Personal information
- Born: January 16, 1992 (age 34) Kingston, Jamaica
- Listed height: 6 ft 11 in (2.11 m)
- Listed weight: 255 lb (116 kg)

Career information
- High school: Calabar (Kingston, Jamaica); Princeton Day Academy (Lanham, Maryland);
- College: Valparaiso (2012–2016)
- NBA draft: 2016: undrafted
- Playing career: 2016–2019
- Position: Center

Career history
- 2016–2017: Sioux Falls Skyforce
- 2017: Greensboro Swarm
- 2017: Phoenix Galați
- 2017–2018: Peñas Huesca
- 2018–2019: Marín Peixegalego

Career highlights
- NCAA blocks leader (2016); Lefty Driesell Award (2016); 2× Horizon League Defensive Player of the Year (2015, 2016); 2× Horizon League All-Defensive Team (2015, 2016);
- Stats at Basketball Reference

= Vashil Fernandez =

Jamaican professional basketball player

Vashil Fernandez (born January 16, 1992) is a Jamaican former professional basketball player who plays for Marín Ence PeixeGalego of the Spanish LEB Oro. He played college basketball for Valparaiso.

==Early life==
Fernandez grew up outside of Kingston, Jamaica in a house with 19 people. He never knew his father and his mother commuted to the city for work. He played soccer and ran track, but didn't start playing basketball until he was 17. Fernandez recalls being terrible at first and travelling a lot. For high school, he moved to the United States and ended up at Princeton Day Academy in Maryland. After visiting Valparaiso, he committed to play for the Crusaders.

==College career==
Fernandez was declared ineligible as a freshman and sat out his first year of college. In 2014–15, he was named the Horizon League Defensive Player of the Year and averaged 6.9 points, 5.9 rebounds and 2.9 blocks per game. Following the season, the NCAA granted him an extra year of eligibility. As a senior, he led the NCAA in blocks with a 3.31 per game average and won the Lefty Driesell Award for his overall defensive efforts. He is also the all-time blocks leader at Valparaiso.

==Professional career==
After going undrafted in the 2016 NBA draft, Fernandez signed with the Miami Heat on October 17, 2016. However, he was later waived by the Heat on October 22 after appearing in two preseason games. On November 1, 2016, he was acquired by the Sioux Falls Skyforce of the NBA Development League as an affiliate player of the Heat. On February 24, 2017, Fernandez was waived by the Skyforce. On March 17, 2017, Fernandez was acquired by the Greensboro Swarm.

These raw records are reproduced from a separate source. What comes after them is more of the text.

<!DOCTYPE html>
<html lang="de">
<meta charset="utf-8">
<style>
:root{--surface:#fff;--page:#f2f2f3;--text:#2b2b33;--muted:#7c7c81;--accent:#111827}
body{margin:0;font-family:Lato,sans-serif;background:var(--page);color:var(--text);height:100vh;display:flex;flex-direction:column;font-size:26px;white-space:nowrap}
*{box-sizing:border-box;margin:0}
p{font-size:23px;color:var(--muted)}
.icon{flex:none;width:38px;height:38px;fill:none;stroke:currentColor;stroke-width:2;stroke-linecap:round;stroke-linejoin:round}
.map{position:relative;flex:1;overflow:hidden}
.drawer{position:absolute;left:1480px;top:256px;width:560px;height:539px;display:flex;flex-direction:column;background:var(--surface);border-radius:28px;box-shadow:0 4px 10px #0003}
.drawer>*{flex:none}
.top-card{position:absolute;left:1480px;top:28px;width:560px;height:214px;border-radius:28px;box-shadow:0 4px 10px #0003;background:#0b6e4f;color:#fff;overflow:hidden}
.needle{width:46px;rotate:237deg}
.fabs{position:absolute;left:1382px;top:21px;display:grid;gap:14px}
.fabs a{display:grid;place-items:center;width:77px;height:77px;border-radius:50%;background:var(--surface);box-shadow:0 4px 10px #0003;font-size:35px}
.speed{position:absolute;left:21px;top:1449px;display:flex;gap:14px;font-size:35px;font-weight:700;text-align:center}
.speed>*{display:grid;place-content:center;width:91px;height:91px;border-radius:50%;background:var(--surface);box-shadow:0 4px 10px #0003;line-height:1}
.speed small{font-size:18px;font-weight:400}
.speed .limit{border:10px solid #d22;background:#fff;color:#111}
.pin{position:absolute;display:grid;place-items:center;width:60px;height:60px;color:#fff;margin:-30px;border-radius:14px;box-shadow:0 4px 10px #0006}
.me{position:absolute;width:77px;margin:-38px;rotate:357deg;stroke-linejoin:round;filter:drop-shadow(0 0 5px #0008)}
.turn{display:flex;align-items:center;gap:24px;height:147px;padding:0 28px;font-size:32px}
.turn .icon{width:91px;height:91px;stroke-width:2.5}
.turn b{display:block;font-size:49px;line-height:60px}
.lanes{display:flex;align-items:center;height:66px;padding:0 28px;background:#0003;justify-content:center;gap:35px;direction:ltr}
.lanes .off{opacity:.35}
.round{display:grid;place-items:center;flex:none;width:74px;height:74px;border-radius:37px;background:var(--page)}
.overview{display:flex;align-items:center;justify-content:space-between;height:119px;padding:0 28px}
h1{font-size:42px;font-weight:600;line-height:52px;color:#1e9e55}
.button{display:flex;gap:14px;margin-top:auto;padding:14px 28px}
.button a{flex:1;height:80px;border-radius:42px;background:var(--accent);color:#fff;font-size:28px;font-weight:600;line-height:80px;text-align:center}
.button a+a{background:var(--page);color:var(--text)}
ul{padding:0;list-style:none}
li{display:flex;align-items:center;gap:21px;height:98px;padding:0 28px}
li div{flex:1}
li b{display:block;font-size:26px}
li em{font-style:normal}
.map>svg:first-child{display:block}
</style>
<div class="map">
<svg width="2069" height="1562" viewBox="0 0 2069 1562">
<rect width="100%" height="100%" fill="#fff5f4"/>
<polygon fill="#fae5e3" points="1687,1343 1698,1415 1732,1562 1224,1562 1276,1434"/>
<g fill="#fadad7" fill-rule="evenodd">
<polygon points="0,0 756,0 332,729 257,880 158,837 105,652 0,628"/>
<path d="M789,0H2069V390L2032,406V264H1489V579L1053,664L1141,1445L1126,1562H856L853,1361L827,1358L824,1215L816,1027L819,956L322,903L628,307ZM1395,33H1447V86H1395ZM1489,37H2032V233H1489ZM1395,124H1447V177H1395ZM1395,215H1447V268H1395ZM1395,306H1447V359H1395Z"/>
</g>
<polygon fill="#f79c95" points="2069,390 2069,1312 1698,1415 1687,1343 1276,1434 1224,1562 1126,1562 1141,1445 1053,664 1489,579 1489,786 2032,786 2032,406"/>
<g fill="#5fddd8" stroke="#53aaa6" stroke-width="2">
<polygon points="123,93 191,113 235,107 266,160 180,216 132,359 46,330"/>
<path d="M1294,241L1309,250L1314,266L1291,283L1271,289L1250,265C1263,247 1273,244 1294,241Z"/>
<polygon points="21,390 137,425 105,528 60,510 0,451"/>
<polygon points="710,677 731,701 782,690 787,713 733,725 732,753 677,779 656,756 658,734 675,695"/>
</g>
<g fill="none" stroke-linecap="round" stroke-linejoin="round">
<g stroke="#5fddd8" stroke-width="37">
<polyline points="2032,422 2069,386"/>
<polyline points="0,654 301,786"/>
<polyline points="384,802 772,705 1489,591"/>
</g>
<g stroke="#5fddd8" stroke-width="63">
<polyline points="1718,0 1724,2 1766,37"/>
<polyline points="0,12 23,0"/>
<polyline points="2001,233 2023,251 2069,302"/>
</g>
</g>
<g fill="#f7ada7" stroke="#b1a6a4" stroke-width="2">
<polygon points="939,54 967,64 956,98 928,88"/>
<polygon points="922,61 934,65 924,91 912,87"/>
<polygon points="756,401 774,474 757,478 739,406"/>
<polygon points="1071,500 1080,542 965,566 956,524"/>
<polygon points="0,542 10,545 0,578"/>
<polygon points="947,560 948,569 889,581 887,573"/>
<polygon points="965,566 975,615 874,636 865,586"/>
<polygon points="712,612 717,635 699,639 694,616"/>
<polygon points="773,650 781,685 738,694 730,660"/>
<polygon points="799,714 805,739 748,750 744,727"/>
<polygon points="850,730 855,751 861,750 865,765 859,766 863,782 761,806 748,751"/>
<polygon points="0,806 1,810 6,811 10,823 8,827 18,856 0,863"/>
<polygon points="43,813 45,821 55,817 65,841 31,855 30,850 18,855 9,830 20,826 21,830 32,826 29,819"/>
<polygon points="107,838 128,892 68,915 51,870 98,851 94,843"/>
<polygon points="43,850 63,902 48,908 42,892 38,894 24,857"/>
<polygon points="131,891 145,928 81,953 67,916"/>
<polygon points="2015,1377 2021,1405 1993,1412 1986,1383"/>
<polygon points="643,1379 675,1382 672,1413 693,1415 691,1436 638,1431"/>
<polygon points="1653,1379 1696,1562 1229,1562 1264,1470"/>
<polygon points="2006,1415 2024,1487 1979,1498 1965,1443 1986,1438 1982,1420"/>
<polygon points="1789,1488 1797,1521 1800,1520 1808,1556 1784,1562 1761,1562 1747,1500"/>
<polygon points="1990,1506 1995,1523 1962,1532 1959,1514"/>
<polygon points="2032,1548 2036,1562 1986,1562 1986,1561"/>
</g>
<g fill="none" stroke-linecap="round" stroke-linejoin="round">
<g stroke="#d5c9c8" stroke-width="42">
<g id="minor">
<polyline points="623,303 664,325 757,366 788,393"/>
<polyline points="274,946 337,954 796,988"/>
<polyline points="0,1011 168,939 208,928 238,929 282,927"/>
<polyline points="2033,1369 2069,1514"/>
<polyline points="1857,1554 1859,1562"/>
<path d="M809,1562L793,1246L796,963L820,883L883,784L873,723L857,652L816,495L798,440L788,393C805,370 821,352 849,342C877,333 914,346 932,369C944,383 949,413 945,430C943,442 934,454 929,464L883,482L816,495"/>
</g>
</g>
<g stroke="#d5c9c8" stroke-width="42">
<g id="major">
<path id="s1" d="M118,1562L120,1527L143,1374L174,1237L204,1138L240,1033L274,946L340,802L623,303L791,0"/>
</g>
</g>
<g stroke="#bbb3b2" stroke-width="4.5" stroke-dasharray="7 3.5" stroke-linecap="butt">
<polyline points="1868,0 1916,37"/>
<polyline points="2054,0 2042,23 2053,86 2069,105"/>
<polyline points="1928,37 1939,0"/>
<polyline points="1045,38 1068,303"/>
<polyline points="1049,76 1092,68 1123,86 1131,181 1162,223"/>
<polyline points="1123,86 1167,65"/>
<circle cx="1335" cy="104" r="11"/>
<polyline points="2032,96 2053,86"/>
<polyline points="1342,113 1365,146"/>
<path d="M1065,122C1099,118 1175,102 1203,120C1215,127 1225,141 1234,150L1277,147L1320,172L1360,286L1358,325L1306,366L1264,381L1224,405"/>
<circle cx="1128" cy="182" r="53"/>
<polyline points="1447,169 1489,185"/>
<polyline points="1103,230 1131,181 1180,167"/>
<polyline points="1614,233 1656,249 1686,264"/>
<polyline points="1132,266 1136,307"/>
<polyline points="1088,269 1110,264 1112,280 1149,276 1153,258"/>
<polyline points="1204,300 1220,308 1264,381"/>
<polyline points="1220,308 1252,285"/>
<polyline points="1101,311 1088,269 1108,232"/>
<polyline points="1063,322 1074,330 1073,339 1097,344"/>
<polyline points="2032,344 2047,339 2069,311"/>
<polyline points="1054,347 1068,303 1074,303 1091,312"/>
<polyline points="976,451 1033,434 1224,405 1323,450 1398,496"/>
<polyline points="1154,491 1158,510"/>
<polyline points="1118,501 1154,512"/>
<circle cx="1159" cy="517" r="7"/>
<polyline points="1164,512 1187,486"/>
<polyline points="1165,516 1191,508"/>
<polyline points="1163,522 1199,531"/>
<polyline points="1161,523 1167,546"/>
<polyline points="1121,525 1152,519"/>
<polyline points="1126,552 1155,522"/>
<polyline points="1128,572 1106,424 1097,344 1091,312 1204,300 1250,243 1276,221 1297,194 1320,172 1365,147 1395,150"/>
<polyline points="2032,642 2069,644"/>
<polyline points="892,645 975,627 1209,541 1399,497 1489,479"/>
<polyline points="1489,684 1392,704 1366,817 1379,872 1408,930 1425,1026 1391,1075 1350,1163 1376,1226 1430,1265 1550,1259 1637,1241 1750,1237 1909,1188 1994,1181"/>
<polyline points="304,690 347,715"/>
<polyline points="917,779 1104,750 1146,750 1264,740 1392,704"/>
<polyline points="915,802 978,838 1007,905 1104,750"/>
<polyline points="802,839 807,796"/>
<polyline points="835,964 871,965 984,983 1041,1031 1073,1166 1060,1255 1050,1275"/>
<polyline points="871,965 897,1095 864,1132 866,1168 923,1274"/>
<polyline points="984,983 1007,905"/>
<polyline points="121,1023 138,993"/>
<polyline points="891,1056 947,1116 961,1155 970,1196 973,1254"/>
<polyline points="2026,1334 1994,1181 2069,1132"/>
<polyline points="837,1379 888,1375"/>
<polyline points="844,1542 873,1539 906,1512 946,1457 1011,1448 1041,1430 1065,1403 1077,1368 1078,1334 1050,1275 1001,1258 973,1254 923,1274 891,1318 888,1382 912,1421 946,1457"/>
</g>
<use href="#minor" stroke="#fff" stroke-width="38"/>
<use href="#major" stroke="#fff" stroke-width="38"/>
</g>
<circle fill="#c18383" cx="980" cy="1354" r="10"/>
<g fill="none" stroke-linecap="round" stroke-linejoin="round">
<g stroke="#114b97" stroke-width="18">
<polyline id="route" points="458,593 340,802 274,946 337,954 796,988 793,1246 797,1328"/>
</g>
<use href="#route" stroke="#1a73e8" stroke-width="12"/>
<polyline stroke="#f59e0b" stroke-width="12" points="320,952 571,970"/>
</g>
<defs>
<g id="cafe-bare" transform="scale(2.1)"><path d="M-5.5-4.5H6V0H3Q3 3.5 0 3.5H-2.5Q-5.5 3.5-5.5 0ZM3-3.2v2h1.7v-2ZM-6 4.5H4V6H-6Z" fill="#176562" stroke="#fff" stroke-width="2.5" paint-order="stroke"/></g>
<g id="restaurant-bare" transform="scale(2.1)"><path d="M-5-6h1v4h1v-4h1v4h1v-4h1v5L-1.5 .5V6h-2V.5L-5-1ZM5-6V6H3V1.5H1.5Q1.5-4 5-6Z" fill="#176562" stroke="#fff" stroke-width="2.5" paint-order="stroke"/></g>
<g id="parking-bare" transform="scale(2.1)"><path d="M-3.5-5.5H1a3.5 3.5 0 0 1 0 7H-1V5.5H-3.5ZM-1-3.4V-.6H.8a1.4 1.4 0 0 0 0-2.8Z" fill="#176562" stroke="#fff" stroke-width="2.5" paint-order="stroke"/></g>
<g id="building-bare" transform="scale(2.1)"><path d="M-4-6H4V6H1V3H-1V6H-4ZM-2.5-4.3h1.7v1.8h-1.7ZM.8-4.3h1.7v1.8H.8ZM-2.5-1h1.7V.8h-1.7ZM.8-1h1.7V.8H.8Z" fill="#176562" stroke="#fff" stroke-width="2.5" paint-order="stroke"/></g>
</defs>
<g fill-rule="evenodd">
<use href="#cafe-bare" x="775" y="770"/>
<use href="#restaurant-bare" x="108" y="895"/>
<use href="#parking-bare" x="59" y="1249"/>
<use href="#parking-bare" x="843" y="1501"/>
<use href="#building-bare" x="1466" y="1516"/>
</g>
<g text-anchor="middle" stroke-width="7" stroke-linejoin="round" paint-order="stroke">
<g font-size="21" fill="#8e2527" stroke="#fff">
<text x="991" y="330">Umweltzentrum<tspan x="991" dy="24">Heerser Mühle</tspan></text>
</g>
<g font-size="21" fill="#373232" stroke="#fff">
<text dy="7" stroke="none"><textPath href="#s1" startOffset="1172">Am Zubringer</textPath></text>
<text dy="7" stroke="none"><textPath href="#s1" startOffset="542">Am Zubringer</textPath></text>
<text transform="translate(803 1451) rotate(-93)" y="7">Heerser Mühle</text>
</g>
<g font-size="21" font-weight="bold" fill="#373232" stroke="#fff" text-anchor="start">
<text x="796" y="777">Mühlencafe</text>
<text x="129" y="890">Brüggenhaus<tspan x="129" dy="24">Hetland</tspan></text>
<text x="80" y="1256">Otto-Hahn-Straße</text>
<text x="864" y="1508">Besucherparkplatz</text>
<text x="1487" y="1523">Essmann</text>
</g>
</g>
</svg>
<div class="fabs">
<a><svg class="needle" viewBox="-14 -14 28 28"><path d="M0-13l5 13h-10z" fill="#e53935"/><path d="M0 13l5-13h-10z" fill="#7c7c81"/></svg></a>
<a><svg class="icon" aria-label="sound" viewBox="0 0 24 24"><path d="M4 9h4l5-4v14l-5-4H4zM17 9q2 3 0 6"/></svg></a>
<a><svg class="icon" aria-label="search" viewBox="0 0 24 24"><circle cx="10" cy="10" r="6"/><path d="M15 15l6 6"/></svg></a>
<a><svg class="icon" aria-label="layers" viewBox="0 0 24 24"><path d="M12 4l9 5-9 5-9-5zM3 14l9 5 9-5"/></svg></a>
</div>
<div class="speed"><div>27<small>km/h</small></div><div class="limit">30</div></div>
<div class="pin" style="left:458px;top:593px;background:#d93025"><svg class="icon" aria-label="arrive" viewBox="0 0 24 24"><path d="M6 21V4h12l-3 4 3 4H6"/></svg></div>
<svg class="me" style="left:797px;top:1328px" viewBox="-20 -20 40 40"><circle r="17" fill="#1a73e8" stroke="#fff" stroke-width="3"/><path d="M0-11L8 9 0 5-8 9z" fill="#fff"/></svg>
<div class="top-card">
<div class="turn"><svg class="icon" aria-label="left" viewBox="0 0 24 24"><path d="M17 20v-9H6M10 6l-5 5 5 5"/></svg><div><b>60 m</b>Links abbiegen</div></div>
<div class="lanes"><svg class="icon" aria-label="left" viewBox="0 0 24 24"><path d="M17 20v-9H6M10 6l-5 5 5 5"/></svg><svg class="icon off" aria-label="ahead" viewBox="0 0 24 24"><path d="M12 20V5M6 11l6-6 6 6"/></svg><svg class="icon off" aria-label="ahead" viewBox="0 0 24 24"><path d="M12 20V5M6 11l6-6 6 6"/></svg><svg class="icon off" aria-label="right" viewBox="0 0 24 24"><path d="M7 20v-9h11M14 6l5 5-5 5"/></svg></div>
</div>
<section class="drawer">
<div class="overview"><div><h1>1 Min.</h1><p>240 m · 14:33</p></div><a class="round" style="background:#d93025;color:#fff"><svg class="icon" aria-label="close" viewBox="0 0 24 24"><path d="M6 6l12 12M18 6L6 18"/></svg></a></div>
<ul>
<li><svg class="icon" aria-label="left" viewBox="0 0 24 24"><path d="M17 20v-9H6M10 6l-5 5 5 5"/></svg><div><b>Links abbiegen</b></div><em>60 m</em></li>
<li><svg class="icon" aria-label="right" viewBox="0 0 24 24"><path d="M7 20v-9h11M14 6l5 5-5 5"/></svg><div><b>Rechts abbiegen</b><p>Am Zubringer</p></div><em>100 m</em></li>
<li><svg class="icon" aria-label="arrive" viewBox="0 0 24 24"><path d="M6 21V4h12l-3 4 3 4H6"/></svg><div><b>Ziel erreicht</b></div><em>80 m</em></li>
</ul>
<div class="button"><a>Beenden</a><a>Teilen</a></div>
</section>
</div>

On August 24, he signed with Phoenix Galați of the Romanian league for the 2017–18 season. In December 2017 Fernandez signed with Peñas Huesca due to the departure of Matt O'Leary.

At the start of the 2018–2019 season, he signed with Marín Peixegalego, who played in the LEB Plata league.

==National team career==
Fernandez has been a member of the Jamaican national basketball team and participated at the 2014 Centrobasket.

==Personal life==
Fernandez married Bridget Eichner in May 2015 and has two daughters, Maia and Olivia. He earned two master's degrees from Valparaiso, in international economics and finance and international commerce and policy.